Find and copy every line in the records that includes the string "heat".

-------- Data supplied

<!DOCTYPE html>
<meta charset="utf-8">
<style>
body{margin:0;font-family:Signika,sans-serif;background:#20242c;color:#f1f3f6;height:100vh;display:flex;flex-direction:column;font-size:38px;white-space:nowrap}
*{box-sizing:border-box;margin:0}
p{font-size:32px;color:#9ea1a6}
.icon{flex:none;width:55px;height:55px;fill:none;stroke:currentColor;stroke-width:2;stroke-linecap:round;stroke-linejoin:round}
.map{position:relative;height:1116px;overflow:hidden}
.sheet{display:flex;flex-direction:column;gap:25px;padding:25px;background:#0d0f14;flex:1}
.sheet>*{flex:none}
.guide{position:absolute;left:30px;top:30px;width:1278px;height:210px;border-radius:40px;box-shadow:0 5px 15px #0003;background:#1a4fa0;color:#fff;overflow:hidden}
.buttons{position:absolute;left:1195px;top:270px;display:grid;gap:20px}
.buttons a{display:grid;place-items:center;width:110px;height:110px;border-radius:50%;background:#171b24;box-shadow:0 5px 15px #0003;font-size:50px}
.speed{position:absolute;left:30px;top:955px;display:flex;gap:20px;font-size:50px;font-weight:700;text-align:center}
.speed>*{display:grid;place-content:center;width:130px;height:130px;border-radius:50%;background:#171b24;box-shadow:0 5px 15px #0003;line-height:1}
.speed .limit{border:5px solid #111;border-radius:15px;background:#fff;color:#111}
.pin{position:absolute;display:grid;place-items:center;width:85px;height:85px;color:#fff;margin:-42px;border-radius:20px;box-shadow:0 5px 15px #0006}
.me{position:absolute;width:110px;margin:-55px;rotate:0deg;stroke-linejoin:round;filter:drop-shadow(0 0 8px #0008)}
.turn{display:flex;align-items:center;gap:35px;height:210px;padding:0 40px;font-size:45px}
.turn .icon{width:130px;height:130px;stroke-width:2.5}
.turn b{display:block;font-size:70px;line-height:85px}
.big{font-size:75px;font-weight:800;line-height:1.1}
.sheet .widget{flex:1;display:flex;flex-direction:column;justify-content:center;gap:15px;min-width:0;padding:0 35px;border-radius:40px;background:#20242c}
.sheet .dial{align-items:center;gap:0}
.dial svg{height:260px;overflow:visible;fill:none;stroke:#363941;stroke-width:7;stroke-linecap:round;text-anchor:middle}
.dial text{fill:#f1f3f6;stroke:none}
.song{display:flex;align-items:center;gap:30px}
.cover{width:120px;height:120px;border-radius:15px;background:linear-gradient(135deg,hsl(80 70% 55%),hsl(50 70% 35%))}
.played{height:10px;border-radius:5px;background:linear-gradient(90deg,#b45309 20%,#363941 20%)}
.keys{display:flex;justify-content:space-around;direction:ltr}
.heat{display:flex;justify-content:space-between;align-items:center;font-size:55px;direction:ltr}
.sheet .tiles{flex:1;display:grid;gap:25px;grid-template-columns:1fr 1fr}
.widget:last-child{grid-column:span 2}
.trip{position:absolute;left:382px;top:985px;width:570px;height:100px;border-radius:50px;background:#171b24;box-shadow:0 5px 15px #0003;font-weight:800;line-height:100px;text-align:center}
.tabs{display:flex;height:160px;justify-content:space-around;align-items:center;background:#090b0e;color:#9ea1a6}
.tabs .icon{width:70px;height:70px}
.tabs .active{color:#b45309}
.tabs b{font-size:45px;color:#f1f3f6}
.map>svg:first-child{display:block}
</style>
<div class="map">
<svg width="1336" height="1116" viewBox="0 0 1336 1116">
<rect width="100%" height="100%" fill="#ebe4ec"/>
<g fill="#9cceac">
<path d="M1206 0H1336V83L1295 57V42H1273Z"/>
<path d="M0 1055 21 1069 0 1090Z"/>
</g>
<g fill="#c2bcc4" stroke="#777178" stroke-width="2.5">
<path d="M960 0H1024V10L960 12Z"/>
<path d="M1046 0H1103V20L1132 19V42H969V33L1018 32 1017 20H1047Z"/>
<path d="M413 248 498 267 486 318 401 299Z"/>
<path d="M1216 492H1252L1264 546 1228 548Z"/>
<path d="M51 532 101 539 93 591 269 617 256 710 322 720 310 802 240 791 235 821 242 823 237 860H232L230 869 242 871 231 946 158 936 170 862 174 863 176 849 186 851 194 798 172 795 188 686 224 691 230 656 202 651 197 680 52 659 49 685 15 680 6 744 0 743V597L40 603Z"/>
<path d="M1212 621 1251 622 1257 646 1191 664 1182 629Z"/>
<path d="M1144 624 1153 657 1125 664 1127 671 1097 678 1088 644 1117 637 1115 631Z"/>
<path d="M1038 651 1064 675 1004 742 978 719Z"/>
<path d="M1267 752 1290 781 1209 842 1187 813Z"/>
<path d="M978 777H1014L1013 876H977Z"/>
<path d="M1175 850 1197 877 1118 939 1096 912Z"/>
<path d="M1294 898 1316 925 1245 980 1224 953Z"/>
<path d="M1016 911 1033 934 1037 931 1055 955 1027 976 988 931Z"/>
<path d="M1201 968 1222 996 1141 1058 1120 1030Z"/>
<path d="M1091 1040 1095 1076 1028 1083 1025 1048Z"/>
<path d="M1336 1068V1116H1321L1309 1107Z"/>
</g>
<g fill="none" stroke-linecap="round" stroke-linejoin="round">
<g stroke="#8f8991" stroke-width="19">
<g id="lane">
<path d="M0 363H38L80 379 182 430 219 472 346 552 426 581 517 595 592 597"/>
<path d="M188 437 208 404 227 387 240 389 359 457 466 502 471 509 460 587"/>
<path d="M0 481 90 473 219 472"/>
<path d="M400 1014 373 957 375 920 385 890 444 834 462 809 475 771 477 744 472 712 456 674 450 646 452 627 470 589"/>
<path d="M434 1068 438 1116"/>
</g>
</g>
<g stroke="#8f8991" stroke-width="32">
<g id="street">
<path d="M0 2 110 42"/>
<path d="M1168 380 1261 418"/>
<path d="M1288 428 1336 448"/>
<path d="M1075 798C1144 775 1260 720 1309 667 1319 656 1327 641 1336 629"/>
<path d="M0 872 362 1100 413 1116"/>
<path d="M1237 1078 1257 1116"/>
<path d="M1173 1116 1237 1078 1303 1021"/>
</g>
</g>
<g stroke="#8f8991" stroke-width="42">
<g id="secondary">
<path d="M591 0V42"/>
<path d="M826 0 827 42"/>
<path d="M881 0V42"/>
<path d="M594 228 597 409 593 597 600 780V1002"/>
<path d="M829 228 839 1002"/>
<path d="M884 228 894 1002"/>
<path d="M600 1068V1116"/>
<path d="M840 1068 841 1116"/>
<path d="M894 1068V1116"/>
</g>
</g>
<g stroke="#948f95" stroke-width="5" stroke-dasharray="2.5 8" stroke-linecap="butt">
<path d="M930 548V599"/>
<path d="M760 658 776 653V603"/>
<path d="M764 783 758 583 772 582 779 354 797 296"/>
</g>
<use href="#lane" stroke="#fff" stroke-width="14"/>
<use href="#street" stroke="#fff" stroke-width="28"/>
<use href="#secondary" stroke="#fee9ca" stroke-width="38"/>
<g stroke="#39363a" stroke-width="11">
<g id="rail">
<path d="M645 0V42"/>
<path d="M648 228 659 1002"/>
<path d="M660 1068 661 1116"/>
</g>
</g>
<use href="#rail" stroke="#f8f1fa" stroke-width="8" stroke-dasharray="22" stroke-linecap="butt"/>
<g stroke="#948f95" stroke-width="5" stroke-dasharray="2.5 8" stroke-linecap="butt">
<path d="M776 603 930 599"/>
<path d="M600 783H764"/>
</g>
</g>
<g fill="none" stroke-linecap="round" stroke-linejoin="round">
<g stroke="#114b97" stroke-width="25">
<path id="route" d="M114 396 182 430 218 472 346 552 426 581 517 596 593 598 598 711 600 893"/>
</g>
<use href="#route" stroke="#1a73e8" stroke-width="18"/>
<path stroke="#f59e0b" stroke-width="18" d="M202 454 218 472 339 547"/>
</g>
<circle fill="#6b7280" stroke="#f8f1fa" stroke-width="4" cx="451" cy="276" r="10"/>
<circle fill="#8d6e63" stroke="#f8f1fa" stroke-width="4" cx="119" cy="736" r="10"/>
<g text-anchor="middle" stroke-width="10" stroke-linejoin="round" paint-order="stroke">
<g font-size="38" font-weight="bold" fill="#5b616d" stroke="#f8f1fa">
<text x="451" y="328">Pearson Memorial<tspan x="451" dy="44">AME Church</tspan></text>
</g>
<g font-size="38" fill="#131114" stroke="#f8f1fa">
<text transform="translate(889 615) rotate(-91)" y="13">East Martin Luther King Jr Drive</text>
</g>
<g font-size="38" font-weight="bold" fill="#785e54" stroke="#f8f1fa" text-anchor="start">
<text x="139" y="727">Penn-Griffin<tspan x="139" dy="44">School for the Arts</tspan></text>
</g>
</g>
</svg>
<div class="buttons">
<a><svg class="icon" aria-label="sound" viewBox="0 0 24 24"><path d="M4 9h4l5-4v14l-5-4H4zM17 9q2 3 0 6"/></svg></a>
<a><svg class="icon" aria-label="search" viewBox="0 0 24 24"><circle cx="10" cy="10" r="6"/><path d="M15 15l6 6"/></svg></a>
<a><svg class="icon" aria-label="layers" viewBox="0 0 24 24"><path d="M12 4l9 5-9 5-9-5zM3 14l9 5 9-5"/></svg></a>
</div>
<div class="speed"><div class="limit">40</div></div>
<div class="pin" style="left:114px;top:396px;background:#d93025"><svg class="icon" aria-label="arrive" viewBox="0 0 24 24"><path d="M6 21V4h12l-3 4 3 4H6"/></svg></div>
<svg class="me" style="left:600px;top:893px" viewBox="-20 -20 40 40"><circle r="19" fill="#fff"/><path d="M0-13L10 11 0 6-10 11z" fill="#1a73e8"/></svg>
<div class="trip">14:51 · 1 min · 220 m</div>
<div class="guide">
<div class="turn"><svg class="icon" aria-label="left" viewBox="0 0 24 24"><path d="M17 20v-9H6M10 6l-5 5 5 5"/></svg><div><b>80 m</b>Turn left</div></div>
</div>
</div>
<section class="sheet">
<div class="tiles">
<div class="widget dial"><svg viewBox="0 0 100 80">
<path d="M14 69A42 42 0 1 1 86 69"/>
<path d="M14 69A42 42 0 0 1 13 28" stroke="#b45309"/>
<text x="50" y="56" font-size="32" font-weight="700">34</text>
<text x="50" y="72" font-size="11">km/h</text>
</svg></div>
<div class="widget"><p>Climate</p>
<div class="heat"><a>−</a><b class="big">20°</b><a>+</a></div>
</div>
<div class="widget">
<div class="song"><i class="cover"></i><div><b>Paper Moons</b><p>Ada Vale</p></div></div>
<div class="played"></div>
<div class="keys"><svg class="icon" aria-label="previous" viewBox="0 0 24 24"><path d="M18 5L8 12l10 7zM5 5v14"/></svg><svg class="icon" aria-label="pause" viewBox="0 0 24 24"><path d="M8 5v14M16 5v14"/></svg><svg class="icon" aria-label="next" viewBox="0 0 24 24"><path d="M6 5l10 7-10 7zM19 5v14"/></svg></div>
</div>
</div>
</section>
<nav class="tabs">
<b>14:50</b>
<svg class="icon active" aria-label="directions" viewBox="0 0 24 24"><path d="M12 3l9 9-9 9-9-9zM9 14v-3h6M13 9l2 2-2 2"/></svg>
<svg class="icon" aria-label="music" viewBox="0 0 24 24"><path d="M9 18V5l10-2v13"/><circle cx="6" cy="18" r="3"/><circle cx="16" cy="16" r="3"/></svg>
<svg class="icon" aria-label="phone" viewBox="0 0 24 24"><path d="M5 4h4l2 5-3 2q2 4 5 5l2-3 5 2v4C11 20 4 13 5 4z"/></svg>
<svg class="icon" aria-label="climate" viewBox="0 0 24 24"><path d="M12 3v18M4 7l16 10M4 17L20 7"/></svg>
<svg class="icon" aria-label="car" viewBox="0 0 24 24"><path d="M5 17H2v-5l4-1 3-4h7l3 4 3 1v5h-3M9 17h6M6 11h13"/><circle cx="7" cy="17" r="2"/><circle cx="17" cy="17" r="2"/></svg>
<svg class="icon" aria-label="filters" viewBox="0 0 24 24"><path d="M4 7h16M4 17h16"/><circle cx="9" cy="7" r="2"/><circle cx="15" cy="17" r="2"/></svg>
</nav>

----------------

Result of this exercise:
.heat{display:flex;justify-content:space-between;align-items:center;font-size:55px;direction:ltr}
<div class="heat"><a>−</a><b class="big">20°</b><a>+</a></div>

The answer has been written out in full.